▶ _Instructions for the task_
Some lines in the entries contain the word "edge". Copy all of them.

★ ★ ★ ★ ★ ★ ★

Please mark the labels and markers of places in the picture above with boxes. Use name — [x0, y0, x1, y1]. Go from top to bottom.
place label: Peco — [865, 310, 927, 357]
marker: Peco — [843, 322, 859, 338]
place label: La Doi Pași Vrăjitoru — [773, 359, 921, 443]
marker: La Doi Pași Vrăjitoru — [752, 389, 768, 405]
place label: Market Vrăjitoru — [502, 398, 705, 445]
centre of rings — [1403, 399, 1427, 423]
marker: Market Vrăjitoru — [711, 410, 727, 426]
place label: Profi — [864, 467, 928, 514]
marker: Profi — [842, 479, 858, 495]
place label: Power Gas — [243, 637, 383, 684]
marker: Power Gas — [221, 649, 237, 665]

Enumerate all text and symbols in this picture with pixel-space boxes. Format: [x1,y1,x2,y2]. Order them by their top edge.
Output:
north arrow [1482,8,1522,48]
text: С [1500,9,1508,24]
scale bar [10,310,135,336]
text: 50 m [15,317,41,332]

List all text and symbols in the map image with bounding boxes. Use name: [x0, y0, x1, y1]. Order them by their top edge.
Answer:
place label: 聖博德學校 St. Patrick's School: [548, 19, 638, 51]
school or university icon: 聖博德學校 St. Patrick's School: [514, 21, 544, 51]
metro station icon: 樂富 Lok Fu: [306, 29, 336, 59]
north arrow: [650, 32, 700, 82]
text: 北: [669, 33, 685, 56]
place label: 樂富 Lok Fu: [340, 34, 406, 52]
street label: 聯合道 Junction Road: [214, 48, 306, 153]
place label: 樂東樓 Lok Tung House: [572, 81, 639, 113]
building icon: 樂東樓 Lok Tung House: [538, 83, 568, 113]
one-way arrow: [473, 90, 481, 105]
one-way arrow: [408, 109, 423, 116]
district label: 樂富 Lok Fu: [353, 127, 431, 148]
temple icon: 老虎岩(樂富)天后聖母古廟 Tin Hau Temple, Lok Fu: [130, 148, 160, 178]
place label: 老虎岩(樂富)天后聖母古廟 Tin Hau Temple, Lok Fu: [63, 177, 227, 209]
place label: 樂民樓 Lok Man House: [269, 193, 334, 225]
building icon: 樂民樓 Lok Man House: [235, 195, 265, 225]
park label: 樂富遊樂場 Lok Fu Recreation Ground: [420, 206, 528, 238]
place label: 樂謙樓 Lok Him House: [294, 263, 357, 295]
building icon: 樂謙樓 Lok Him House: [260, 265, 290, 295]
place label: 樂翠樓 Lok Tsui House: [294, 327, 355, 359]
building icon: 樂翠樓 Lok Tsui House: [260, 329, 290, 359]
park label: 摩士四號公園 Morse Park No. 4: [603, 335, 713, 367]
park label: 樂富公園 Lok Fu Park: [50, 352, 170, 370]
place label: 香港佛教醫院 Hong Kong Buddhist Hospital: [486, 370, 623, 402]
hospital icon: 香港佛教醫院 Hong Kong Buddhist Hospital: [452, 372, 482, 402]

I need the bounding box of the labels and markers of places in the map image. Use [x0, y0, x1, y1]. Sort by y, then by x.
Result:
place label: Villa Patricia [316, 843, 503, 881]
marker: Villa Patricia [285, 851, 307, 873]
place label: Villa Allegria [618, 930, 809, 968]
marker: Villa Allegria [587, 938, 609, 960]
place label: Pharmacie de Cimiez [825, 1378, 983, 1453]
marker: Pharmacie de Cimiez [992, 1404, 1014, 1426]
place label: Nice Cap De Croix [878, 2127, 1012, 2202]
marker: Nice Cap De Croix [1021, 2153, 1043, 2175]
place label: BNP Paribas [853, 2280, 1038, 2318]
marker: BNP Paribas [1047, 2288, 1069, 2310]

★ ★ ★ ★ ★ ★ ★

▶ _Answer section_
Enumerate all text and symbols in this picture with pixel-space boxes. Format: [x1,y1,x2,y2]. Order them by their top edge.
List all text and symbols in the map image with bounding boxes. Use name: [x0, y0, x1, y1]. Order them by their top edge.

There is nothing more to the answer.